Errori comuni da evitare

Dalla nostra esperienza con centinaia di siti client, questi sono gli errori più dannosi:

  • Lasciare descrizioni vuote: Google indicizza ma non ranka contenuti thin
  • Duplicare contenuti tra categorie: se usi stesso testo per più categorie, cannibalizzazione garantita
  • Noindex sulle category page: impostazione comune in vecchie guide SEO, oggi controproducente nella maggior parte dei casi
  • URL parameter non gestiti: /category/seo/?orderby=date crea duplicati. Usa canonical tag o gestisci via robots.txt
  • Ignorare categorie con pochi post: sotto 3-4 post, considera di unire categorie o usare tag invece

Plugin e strumenti utili

Per implementare le ottimizzazioni senza codice custom:

  • Category Grid View Gallery: visualizza categorie in formato più accattivante
  • Advanced Category Description: editor WYSIWYG completo per descrizioni
  • Content Aware Sidebars: sidebar contestuali per categoria, aumenta rilevanza
  • WP Show Posts: controllo granulare su come mostrare post negli archivi

Per agenzie che gestiscono molti client, AgencyPilot integra audit automatici di category page SEO con report su contenuto thin, canonical duplicati e performance metrics aggregate.

FAQ

Le category page devono essere in noindex o index?

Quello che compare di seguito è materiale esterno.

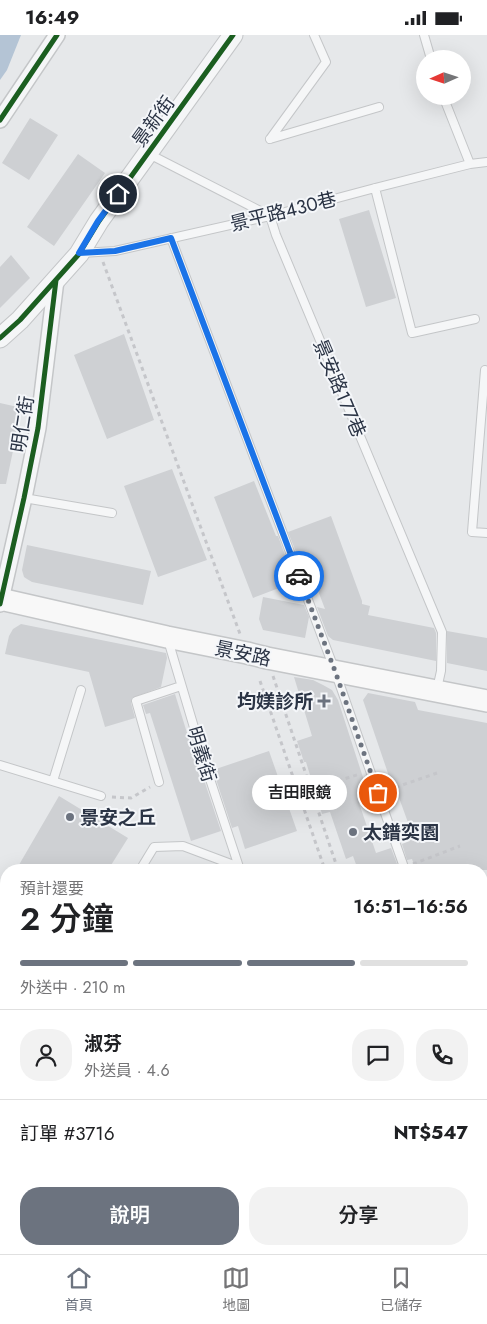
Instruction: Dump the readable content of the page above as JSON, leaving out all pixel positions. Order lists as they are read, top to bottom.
{
  "streets": {
    "main road": ["景安路"],
    "street": ["景新街", "明仁街"],
    "lane": ["景平路430巷", "景安路177巷", "明義街"]
  },
  "crossings": [
    ["景新街", "景平路430巷"],
    ["景新街", "明仁街"],
    ["景平路430巷", "景安路177巷"],
    ["景安路177巷", "景安路"],
    ["明仁街", "景安路"],
    ["景安路", "明義街"]
  ],
  "places": {
    "health": ["均媄診所"],
    "other": ["吉田眼鏡", "景安之丘", "太鐠奕園"]
  },
  "north": "left",
  "page": {
    "status": "16:49",
    "bubble": "吉田眼鏡",
    "heading": ["2 分鐘", "預計還要", "16:51–16:56"],
    "panel": [
      "淑芬",
      "外送員 · 4.6",
      "訂單 #3716",
      "NT$547"
    ],
    "bar": "外送中 · 210 m",
    "buttons": ["說明", "分享"],
    "tabs": ["首頁", "地圖", "已儲存"]
  }
}
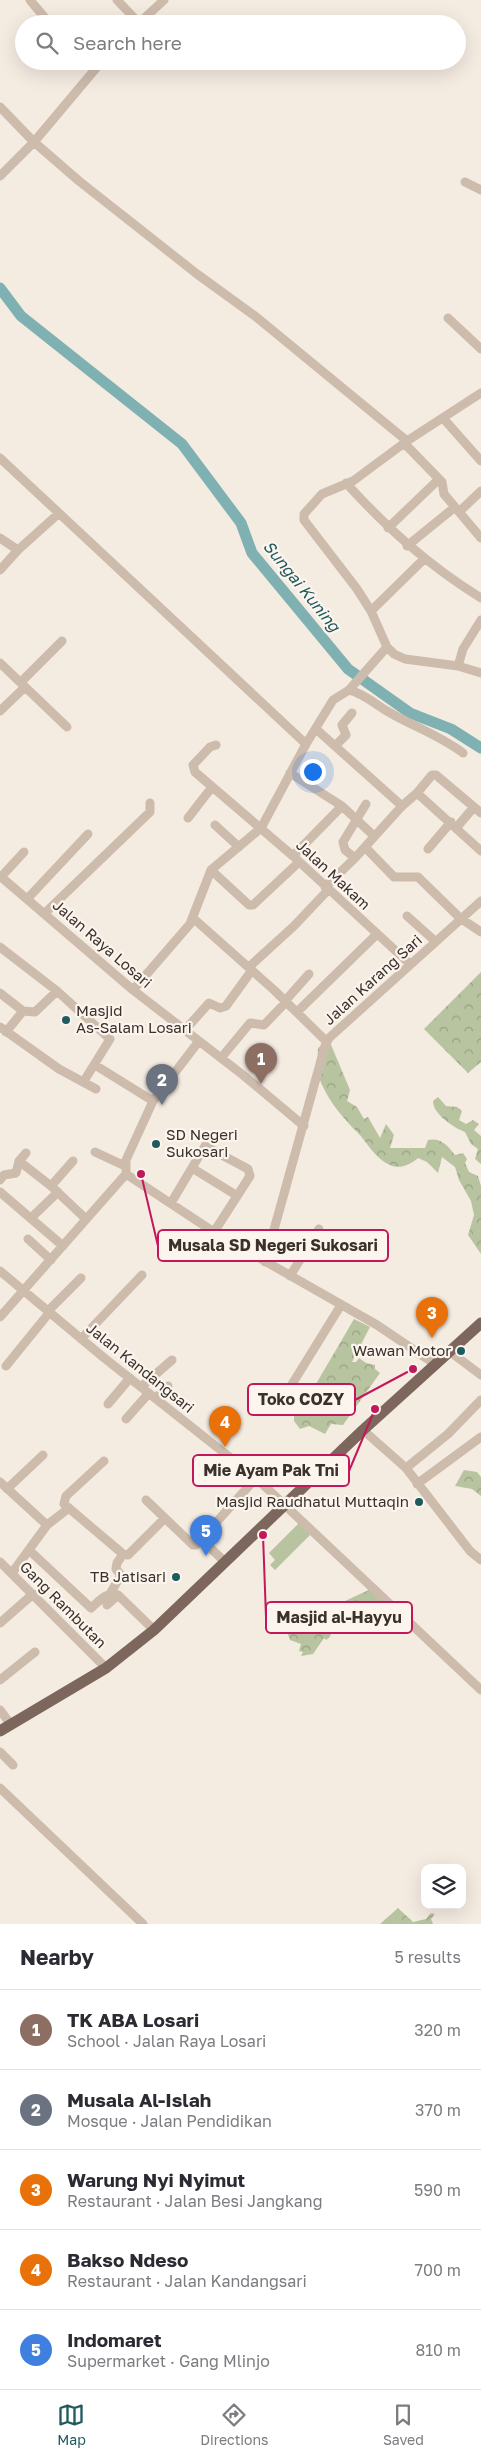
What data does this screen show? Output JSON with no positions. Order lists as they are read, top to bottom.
{
  "streets": {
    "street": [
      "Jalan Makam",
      "Jalan Raya Losari",
      "Jalan Karang Sari",
      "Jalan Kandangsari",
      "Gang Rambutan"
    ]
  },
  "crossings": [
    ["Jalan Makam", "Jalan Karang Sari"],
    ["Jalan Raya Losari", "Jalan Karang Sari"]
  ],
  "water": ["Sungai Kuning"],
  "places": [
    "Masjid As-Salam Losari",
    "SD Negeri Sukosari",
    "Musala SD Negeri Sukosari",
    "Wawan Motor",
    "Toko COZY",
    "Mie Ayam Pak Tni",
    "Masjid Raudhatul Muttaqin",
    "Masjid al-Hayyu",
    "TB Jatisari"
  ],
  "page": {
    "search": "Search here",
    "pins": [
      "1",
      "2",
      "3",
      "4",
      "5"
    ],
    "heading": ["Nearby", "5 results"],
    "list": [
      {
        "mark": "1",
        "name": "TK ABA Losari",
        "note": "School · Jalan Raya Losari",
        "value": "320 m"
      },
      {
        "mark": "2",
        "name": "Musala Al-Islah",
        "note": "Mosque · Jalan Pendidikan",
        "value": "370 m"
      },
      {
        "mark": "3",
        "name": "Warung Nyi Nyimut",
        "note": "Restaurant · Jalan Besi Jangkang",
        "value": "590 m"
      },
      {
        "mark": "4",
        "name": "Bakso Ndeso",
        "note": "Restaurant · Jalan Kandangsari",
        "value": "700 m"
      },
      {
        "mark": "5",
        "name": "Indomaret",
        "note": "Supermarket · Gang Mlinjo",
        "value": "810 m"
      }
    ],
    "nav": ["Map", "Directions", "Saved"]
  }
}
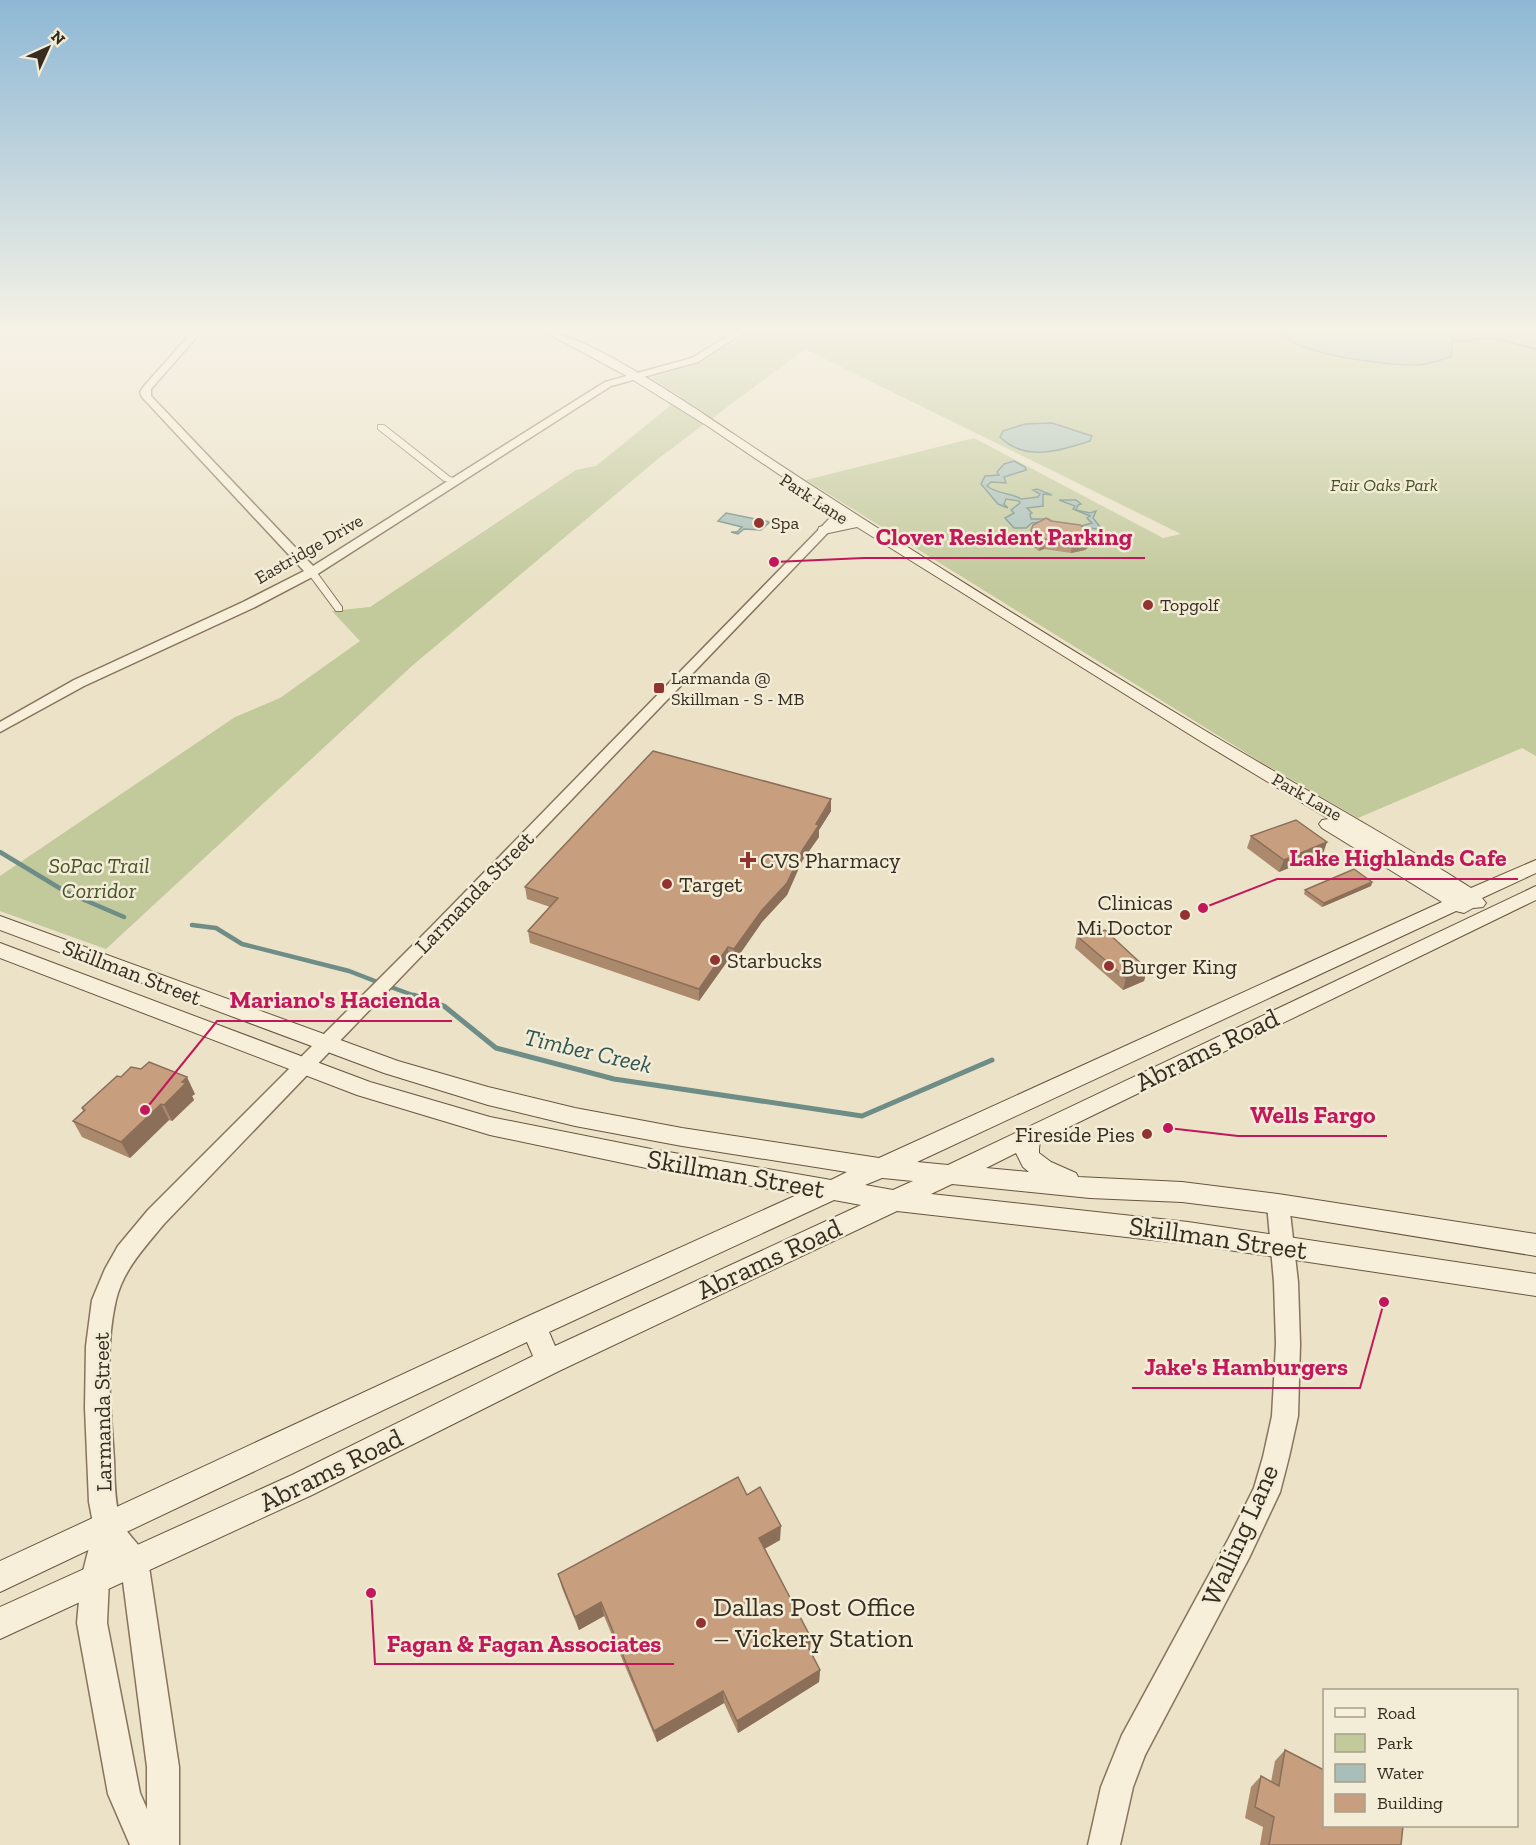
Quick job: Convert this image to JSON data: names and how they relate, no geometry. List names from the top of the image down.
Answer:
{
  "streets": {
    "main road": ["Park Lane", "Skillman Street", "Abrams Road"],
    "street": ["Eastridge Drive", "Larmanda Street", "Walling Lane"]
  },
  "crossings": [
    ["Park Lane", "Larmanda Street"],
    ["Park Lane", "Abrams Road"],
    ["Larmanda Street", "Skillman Street"],
    ["Larmanda Street", "Abrams Road"],
    ["Skillman Street", "Abrams Road"],
    ["Skillman Street", "Walling Lane"]
  ],
  "water": ["Timber Creek"],
  "parks": ["Fair Oaks Park", "SoPac Trail Corridor"],
  "places": {
    "other": [
      "Spa",
      "Clover Resident Parking",
      "Topgolf",
      "Target",
      "Lake Highlands Cafe",
      "Clinicas Mi Doctor",
      "Starbucks",
      "Burger King",
      "Mariano's Hacienda",
      "Wells Fargo",
      "Fireside Pies",
      "Jake's Hamburgers",
      "Fagan & Fagan Associates",
      "Dallas Post Office – Vickery Station"
    ],
    "transit": ["Larmanda @ Skillman - S - MB"],
    "health": ["CVS Pharmacy"]
  },
  "legend": [
    "Road",
    "Park",
    "Water",
    "Building"
  ],
  "north": "top right"
}
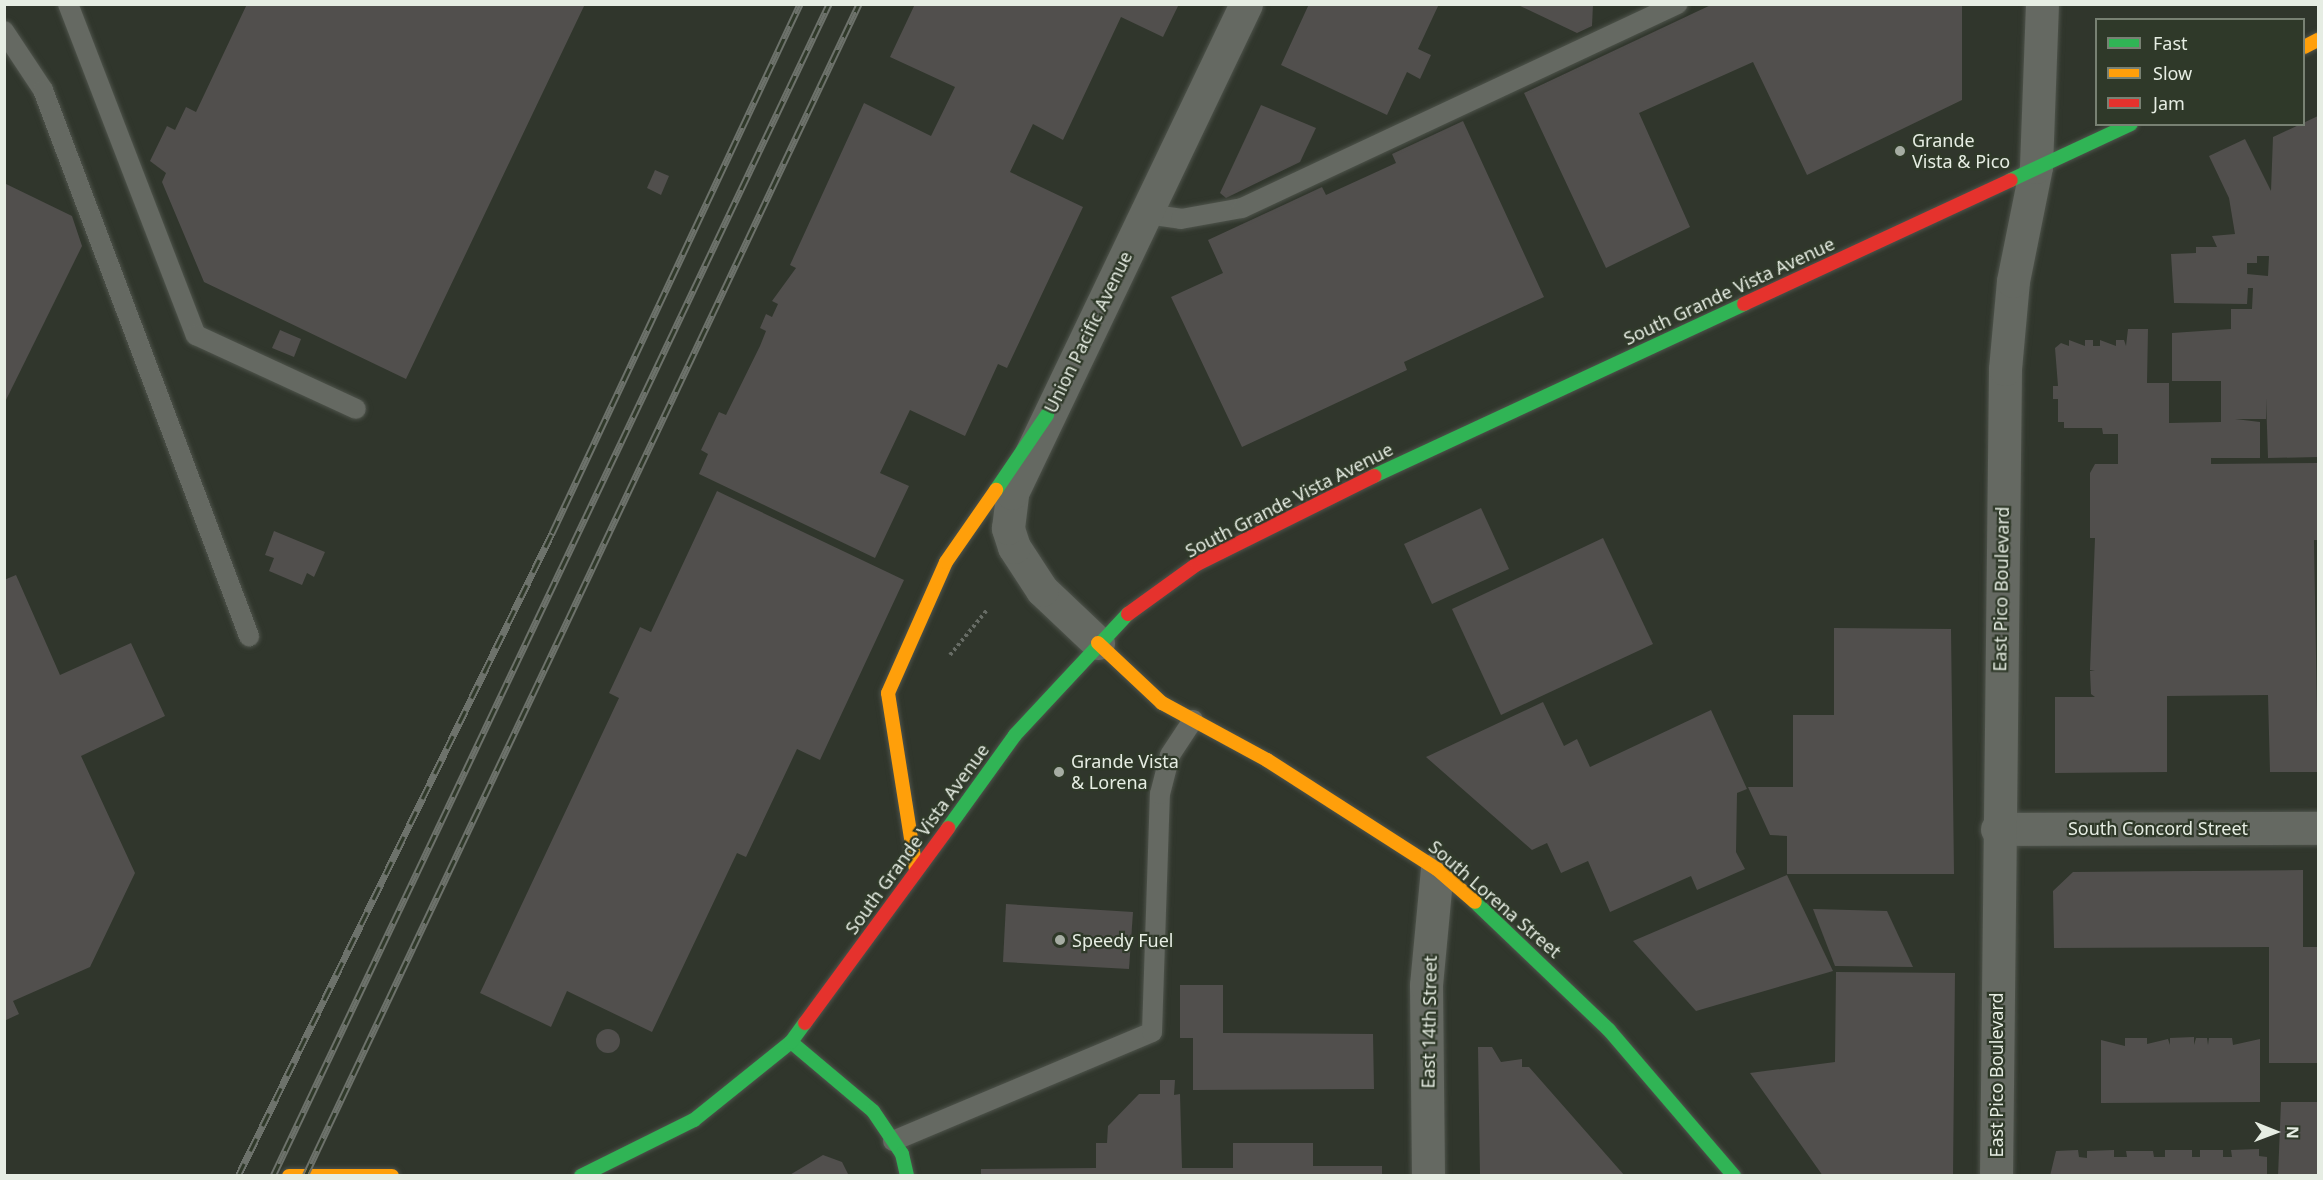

Nella maggior parte dei casi, index, follow. Il vecchio consiglio di mettere noindex derivava da problemi di contenuto duplicato, ma con contenuti unici e ottimizzazione corretta, le category page sono asset SEO potenti. Usa noindex solo se hai categorie con meno di 3 post o contenuto sostanzialmente identico ad altre pagine.

Quanti post servono in una categoria perché rankichi?

Non c’è un numero magico, ma dai dati AgencyPilot il threshold minimo è 5-6 post. Sotto, Google tende a privilegiare i singoli articoli. L’ideale è 10-30 post per categoria principale, con aggiornamenti regolari (almeno 1-2 nuovi contenuti al trimestre) per mantenere freshness.

Come gestire la paginazione delle category page?

Usa paginazione classica (/category/seo/page/2/) invece di infinite scroll. Aggiungi rel="prev" e rel="next" tra le pagine. Importante: la pagina 1 deve contenere il contenuto ottimizzato principale; pagina 2+ possono essere più leggere. Considera anche un link “Vedi tutti” se tecnicamente fattibile.

Ha senso creare sottocategorie o meglio restare flat?

Dipende dal volume di contenuti. Regola pratica: se una categoria supera 40-50 post, considera sotto-categorie. Esempio: “SEO WordPress” (parent) → “SEO Tecnica WordPress”, “SEO Contenuti WordPress” (child). Mantieni sempre massimo 3 livelli totali di profondità. Per siti sotto 100 articoli totali, struttura flat funziona meglio.

I filtri e ordinamenti sulle category page danneggiano la SEO?

Possono creare duplicati se non gestiti. Soluzione: tutti gli URL con parametri (?orderby=date, ?filter=tag) devono avere canonical che punta alla versione base della categoria. In alternativa, usa JavaScript per filtrare lato client senza cambiare URL. Plugin come FacetWP gestiscono questo automaticamente.